Lester Feder of Georgetown Law Center’s O’Neill Health Law Institute has an interesting new interview with James Morone — a professor of political science at Brown University — who points out that while we have seen partisan politics break out over past social reforms, never before has the partisan rhetoric extended into implementation:
Normally in our political system, when we have enormous battles over legislation, most political actors consider the politics done when the legislative battle is over. What’s new here is the idea that the battle goes on into the implementation phase. This wasn’t true for Social Security, it wasn’t true for Medicare, it wasn’t true for civil rights. Of course, interest groups always continued to fight to get the best deal possible in implementation. But that’s very different from it being Democrats versus Republicans or liberals versus conservatives. Today’s situation is very different.[…]

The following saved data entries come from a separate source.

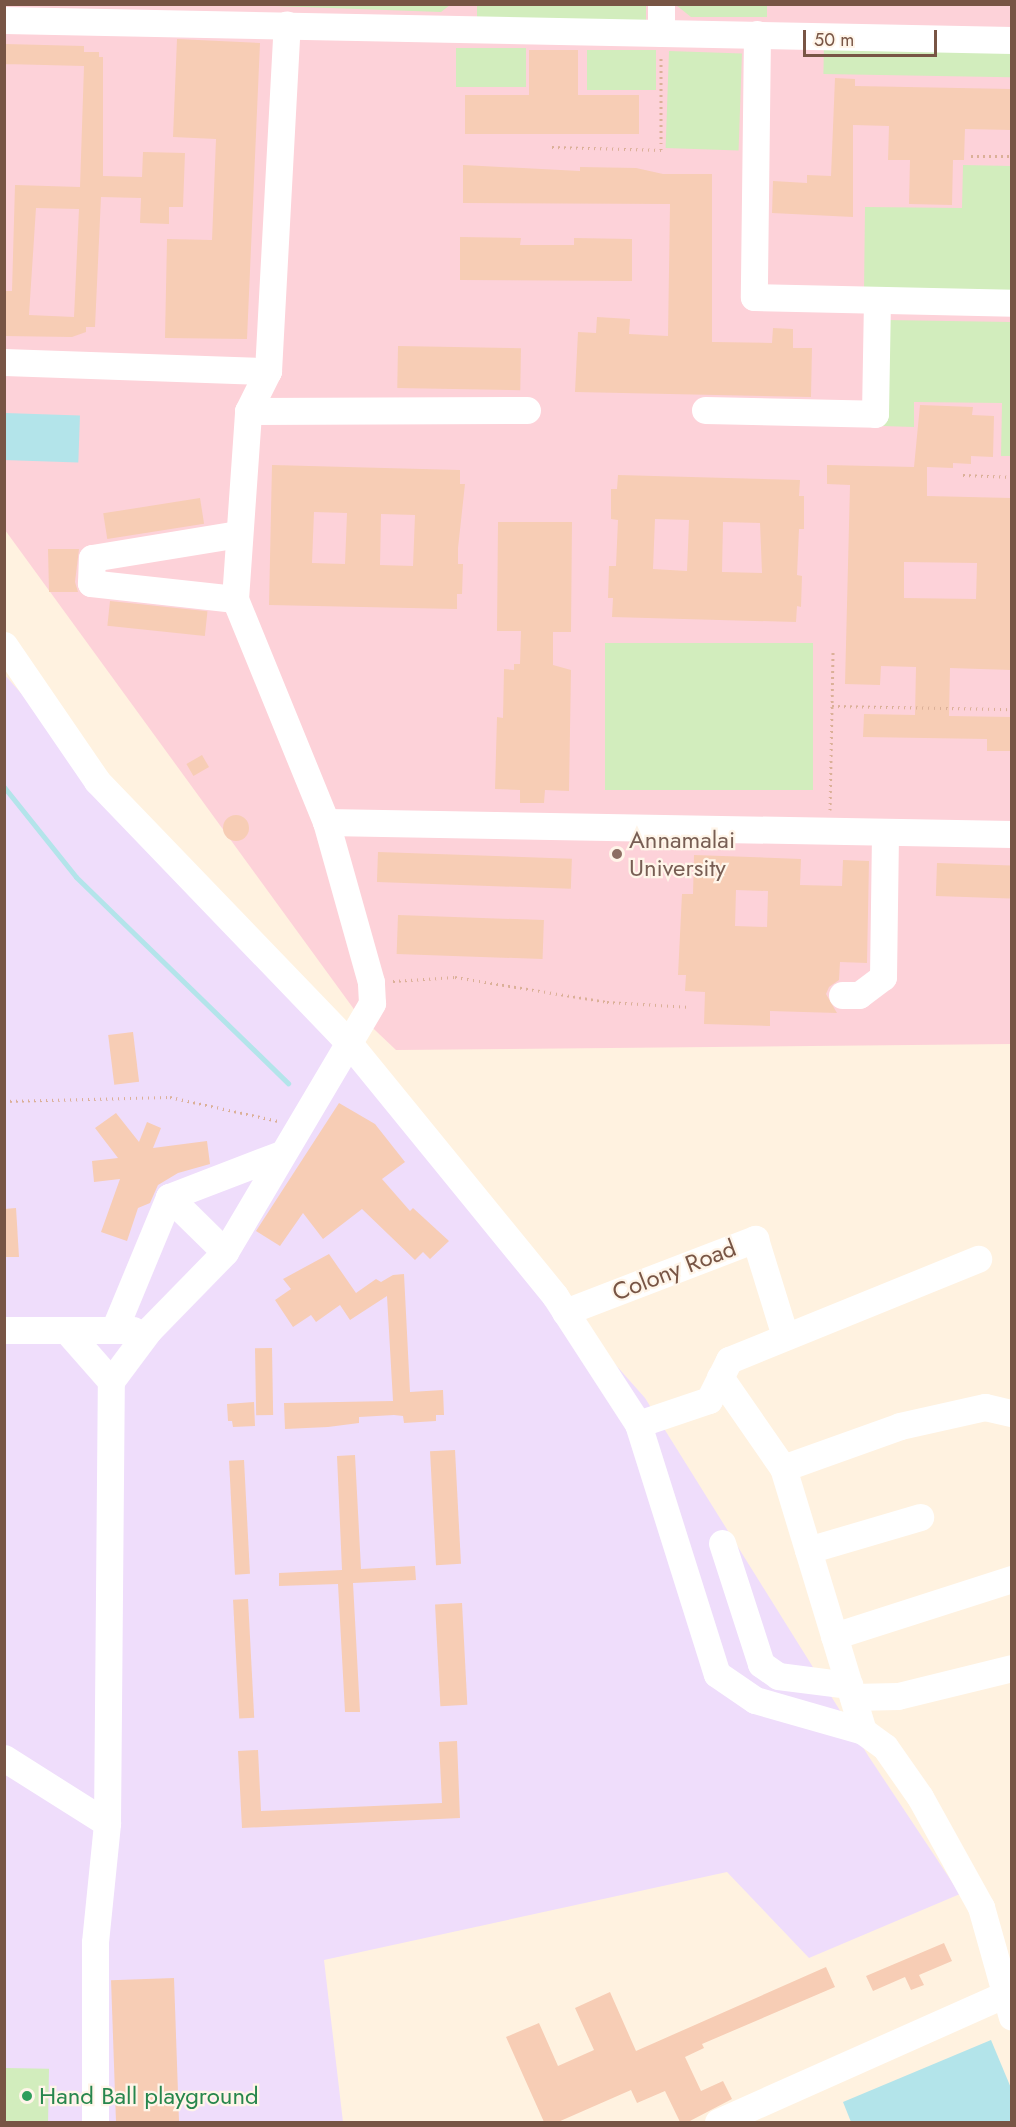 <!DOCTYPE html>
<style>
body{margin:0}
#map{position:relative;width:1016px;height:2127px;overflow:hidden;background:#fff2e0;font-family:Jost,sans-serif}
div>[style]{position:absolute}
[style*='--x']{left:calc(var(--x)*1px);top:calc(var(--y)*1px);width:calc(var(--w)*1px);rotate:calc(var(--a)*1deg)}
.education>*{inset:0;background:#efddfb}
.medical>*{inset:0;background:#fdd2d9}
.green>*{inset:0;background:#d2edbd;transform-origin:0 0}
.water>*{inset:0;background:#b3e4ea;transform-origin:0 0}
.stream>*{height:5px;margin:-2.5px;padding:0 2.5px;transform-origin:2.5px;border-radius:2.5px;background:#b3e4ea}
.building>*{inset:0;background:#f7cdb5;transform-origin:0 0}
.round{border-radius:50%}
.path>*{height:3px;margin-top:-1.5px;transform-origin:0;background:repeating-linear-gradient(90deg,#dbb098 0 1.5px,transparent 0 6px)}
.minor>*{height:27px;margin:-13.5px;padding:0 13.5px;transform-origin:13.5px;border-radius:13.5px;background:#fff}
.dots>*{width:16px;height:16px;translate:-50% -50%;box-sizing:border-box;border:3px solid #fff5e9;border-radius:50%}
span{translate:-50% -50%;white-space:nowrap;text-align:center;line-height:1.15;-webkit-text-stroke:4.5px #fff5e9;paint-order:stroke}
.education-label{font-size:24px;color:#785e54}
.left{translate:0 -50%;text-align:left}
.street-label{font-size:24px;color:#785545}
.leisure-label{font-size:24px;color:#27864d}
.frame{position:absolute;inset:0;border:6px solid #785545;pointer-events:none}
.scale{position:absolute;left:803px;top:30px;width:134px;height:27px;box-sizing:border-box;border:3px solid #785545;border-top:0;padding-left:8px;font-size:18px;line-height:21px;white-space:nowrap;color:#785545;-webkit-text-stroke:4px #fff5e9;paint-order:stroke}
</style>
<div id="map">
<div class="education">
<div style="clip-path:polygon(4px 674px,645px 1398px,869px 1757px,960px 1894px,809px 1958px,727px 1872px,324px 1960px,343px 2122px,5px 2122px)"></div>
</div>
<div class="medical">
<div style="clip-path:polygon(4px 5px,1011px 5px,1011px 1044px,396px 1050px,356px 1012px,5px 530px)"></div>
</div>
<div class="green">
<div style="clip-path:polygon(245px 5px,450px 5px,441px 12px)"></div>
<div style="left:477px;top:5px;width:169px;height:16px"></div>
<div style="clip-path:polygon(676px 5px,767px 5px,767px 17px,691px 17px)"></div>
<div style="left:824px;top:40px;width:187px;height:34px;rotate:1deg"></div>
<div style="left:456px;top:48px;width:70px;height:39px"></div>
<div style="left:587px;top:50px;width:69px;height:40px"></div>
<div style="left:669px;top:51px;width:73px;height:97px;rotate:2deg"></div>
<div style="clip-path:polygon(963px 165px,1011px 166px,1011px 294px,864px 292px,865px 207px,962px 208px)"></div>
<div style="clip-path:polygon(885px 320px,1011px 322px,1011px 456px,1001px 456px,1002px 403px,914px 402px,914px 427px,883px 426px)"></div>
<div style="left:813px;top:643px;width:147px;height:208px;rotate:90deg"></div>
<div style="left:5px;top:2068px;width:44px;height:54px;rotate:1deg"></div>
</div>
<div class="water">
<div style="left:5px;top:413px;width:75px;height:47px;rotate:2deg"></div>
<div style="clip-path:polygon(991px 2040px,1011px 2088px,1011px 2122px,851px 2122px,843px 2102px)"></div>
</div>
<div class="stream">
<div style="--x:4;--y:787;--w:115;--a:51.3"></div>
<div style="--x:76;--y:877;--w:296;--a:44.2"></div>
</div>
<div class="building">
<div style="clip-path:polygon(177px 39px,260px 43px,247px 339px,165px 338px,167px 239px,212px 240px,216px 139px,173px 137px)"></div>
<div style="clip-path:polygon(evenodd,5px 44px,84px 46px,84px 52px,99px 52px,99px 57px,103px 57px,103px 176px,142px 177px,143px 152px,185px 153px,183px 207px,169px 207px,169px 224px,140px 223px,141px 198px,101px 197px,95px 327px,86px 327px,86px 332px,72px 337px,4px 336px,4px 291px,12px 291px,15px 185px,80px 187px,84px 66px,5px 64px,5px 44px,36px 208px,79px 209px,74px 317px,29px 315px,36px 208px)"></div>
<div style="clip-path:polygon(529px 50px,578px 50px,578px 95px,639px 95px,639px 134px,465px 134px,465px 95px,529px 95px)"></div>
<div style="clip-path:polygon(835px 78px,855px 79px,855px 86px,1011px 89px,1011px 130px,965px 129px,964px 160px,953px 160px,952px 205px,909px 204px,910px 160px,888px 160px,889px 126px,853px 125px,853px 217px,772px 213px,773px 181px,807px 183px,807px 175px,831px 176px)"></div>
<div style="clip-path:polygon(463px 165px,580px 171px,580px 167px,636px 168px,663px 174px,712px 174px,712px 342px,772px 343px,773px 328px,793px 329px,793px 348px,812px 348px,811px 397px,575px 392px,578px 332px,596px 333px,597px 317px,630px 319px,629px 334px,668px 336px,670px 204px,463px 203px)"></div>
<div style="clip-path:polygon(460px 237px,521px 238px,520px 245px,574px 245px,574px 238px,632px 239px,632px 281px,460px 280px)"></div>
<div style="left:398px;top:346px;width:123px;height:42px;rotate:1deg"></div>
<div style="clip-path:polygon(evenodd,920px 405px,973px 407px,972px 415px,994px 416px,993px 457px,971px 456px,971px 464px,953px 463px,953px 468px,927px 467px,927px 496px,1011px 498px,1011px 670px,950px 668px,949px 716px,1011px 717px,1011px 751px,987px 751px,987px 739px,863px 737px,864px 714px,915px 715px,916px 667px,881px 666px,880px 685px,845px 684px,850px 485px,827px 484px,827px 465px,914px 467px,920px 405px,904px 562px,977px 563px,976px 599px,904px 598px,904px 562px)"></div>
<div style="clip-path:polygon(evenodd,272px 465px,460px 470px,460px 484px,465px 484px,458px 548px,458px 564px,463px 564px,462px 594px,457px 594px,457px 609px,269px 605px,272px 465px,314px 512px,347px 513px,345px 564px,312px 563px,314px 512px,272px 465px,381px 514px,415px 515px,413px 566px,380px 565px,381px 514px)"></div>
<div style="clip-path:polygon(evenodd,618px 475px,800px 480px,799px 496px,804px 496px,804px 529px,799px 529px,797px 575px,802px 576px,801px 607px,797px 606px,796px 622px,612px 617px,613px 598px,608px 598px,609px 566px,616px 566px,618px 520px,611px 519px,611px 489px,617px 489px,618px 475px,655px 519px,689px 520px,687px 571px,653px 569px,655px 519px,618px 475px,723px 522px,760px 523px,762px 573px,722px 572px,723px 522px)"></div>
<div style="left:200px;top:498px;width:26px;height:98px;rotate:81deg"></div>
<div style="clip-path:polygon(498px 522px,572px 522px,571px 632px,553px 632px,553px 665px,571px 670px,569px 791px,545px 790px,544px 803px,520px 803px,520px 790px,495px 789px,497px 717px,503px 718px,504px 669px,514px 670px,514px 664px,520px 664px,521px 631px,497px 631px)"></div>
<div style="clip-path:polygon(48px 549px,79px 549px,75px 582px,78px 592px,49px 592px)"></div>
<div style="left:110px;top:601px;width:98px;height:25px;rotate:6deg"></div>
<div style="left:202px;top:755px;width:14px;height:18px;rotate:60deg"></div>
<div class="round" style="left:223px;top:815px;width:26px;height:26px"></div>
<div style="left:378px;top:852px;width:194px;height:30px;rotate:2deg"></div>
<div style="clip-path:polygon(evenodd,694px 855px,801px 859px,800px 885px,842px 886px,843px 860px,869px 861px,867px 963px,840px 962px,839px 980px,829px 987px,826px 994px,837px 1013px,770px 1011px,770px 1026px,704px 1024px,705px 992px,685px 991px,686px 975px,678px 975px,682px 894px,693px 894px,694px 855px,736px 890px,768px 891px,767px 927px,735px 926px,736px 890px)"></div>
<div style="left:937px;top:863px;width:74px;height:33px;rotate:2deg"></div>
<div style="left:398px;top:915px;width:146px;height:39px;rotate:2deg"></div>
<div style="left:133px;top:1032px;width:50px;height:25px;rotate:83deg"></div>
<div style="clip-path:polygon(339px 1103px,375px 1124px,405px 1162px,382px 1179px,410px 1211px,413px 1208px,449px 1241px,430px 1259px,423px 1252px,415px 1260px,362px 1209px,323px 1239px,303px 1213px,280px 1246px,256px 1231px)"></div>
<div style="clip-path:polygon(116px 1113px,139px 1142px,147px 1122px,161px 1128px,153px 1148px,207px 1141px,210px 1164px,178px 1173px,158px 1185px,150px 1203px,138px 1208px,127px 1241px,101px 1232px,120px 1179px,94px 1182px,92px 1161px,118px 1158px,95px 1128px)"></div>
<div style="clip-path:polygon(16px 1208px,19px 1257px,4px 1257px,4px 1209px)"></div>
<div style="clip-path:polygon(329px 1254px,356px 1293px,376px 1279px,381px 1282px,393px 1275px,404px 1274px,410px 1392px,443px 1390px,444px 1415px,436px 1415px,436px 1421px,404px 1423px,403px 1416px,394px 1415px,359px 1417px,359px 1423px,328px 1427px,285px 1429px,284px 1403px,393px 1401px,387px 1296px,350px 1320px,340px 1305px,316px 1322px,311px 1315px,293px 1327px,275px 1300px,291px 1289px,283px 1279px)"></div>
<div style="left:272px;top:1348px;width:67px;height:17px;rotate:89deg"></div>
<div style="clip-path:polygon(254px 1402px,255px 1426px,233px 1427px,232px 1421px,228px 1421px,227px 1404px)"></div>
<div style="left:455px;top:1450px;width:114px;height:25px;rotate:87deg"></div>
<div style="clip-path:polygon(355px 1455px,361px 1569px,415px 1566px,416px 1580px,353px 1583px,360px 1712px,345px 1712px,338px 1584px,279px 1586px,279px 1573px,342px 1570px,337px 1456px)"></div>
<div style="left:244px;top:1460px;width:114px;height:15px;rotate:87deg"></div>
<div style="left:248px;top:1599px;width:119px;height:15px;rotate:87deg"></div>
<div style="left:462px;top:1603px;width:102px;height:27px;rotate:87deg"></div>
<div style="clip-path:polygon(457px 1741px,460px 1818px,242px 1828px,238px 1751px,258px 1750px,261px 1811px,442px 1803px,439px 1742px)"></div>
<div style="clip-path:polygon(944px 1943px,952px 1961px,919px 1975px,924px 1985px,911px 1990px,905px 1977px,873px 1991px,866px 1976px)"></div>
<div style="clip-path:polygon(826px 1967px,835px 1987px,702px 2044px,704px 2048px,685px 2057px,701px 2091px,723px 2081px,732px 2099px,688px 2122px,680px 2122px,665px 2091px,637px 2103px,631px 2090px,558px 2122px,544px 2122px,506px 2037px,539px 2023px,558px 2066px,594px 2050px,575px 2008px,610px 1992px,636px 2051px)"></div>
<div style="left:174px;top:1978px;width:144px;height:63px;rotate:88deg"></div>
</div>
<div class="path">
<div style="--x:552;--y:147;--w:109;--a:1.6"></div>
<div style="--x:661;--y:150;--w:95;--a:-90"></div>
<div style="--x:971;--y:156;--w:41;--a:0"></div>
<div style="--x:963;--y:475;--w:49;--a:2.3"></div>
<div style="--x:832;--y:706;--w:180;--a:1"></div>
<div style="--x:830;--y:810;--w:160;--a:-88.9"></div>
<div style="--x:393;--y:981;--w:62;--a:-3.7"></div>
<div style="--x:455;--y:977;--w:154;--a:9.3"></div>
<div style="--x:607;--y:1002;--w:84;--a:3.4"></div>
<div style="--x:4;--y:1101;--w:166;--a:-1.4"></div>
<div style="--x:170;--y:1097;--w:111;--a:12.5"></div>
</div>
<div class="minor">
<div style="--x:661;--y:4;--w:29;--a:90"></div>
<div style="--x:4;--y:20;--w:1008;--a:1.14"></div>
<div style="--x:757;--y:34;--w:263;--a:90.7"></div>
<div style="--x:754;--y:297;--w:258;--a:1.3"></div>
<div style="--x:4;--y:362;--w:264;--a:2"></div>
<div style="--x:705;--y:410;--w:170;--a:1.3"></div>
<div style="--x:875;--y:414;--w:114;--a:-89"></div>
<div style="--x:248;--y:411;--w:279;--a:-0.2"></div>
<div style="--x:235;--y:599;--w:145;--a:-173.7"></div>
<div style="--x:91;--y:583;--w:25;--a:-88"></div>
<div style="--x:92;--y:558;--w:149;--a:-9.3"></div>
<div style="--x:4;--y:645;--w:165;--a:55.6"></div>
<div style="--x:97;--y:781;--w:362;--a:46.1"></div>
<div style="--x:348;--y:1042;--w:328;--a:50.8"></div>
<div style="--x:555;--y:1296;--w:153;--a:57"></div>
<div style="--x:638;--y:1424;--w:262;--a:72.5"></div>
<div style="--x:717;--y:1674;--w:46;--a:34.4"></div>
<div style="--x:755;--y:1700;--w:112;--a:16"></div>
<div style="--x:863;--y:1731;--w:27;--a:36"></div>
<div style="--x:885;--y:1747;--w:61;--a:55"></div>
<div style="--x:920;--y:1797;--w:126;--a:61"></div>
<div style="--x:981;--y:1907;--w:114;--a:74.3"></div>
<div style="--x:326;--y:822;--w:686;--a:1"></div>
<div style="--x:842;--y:995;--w:17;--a:0"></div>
<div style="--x:859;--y:995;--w:30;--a:-37"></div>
<div style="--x:883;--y:977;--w:144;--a:-89.2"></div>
<div style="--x:169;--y:1197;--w:78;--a:44.5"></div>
<div style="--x:565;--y:1312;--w:204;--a:-21"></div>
<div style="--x:755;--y:1239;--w:102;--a:72.8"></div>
<div style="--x:4;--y:1330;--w:129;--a:0"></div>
<div style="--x:114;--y:1330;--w:144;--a:-67.5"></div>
<div style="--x:169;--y:1197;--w:120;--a:-21"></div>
<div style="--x:67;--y:1331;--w:67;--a:48.7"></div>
<div style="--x:720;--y:1377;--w:111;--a:55.3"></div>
<div style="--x:638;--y:1424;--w:75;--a:-18.7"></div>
<div style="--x:709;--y:1400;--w:45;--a:-63.4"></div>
<div style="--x:729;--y:1360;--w:269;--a:-22.1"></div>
<div style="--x:722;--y:1543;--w:127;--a:72.1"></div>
<div style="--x:761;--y:1664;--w:21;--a:35"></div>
<div style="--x:778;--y:1676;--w:72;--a:7.2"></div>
<div style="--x:808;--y:1550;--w:117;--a:-16.4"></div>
<div style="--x:834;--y:1636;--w:187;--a:-17.8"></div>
<div style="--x:853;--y:1697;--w:45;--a:-1.3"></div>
<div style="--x:898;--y:1696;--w:117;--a:-13.8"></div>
<div style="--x:863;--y:1731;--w:275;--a:-106.9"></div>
<div style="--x:783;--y:1468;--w:124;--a:-19.7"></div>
<div style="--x:900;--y:1426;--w:87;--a:-12.6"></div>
<div style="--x:985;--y:1407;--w:28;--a:13"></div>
<div style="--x:4;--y:1758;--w:122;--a:32.3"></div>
<div style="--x:95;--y:2122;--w:180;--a:-90"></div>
<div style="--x:95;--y:1942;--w:120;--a:-84.2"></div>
<div style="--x:107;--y:1823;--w:442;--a:-89.5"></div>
<div style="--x:111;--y:1381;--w:64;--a:-53.3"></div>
<div style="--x:149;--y:1330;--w:109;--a:-45.7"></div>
<div style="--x:225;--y:1252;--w:289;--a:-59.4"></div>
<div style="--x:372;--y:1003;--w:21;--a:-93"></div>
<div style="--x:371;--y:982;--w:166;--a:-105.7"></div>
<div style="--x:326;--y:822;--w:241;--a:-112.2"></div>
<div style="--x:235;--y:599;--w:188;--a:-86"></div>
<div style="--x:248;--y:411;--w:45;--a:-63.4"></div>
<div style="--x:268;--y:371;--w:347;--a:-86.9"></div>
<div style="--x:718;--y:2122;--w:322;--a:-24"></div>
</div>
<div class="dots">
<div style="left:617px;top:854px;background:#8d6e63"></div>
<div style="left:27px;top:2096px;background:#2e9e5b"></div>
</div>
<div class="education-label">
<span class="left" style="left:629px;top:854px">Annamalai<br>University</span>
</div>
<div class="street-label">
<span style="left:674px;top:1270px;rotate:-21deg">Colony Road</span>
</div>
<div class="leisure-label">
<span class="left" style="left:39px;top:2096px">Hand Ball playground</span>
</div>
<div class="frame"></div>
<div class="scale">50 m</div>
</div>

I’m not sure the Democrats have been quite this insistent after losing legislation. To have the Republican Party be this forceful about a position after the normal political process has run its course is pretty extraordinary.
Morone goes on to explain why he thinks this is in parts I and II of Lester’s interview (both of which are very much worth reading), but I just want to underscore the passion with which the GOP is opposing this law. When I spoke with some Republican staffers on the hill last week about what could only be described as relatively futile legislative effort to repeal the law, they practically screamed at me that they will never, ever, accept that reform has become law and will work very hard to repeal the measure. “Why should we accept something that’s unconstitutional,” they asked.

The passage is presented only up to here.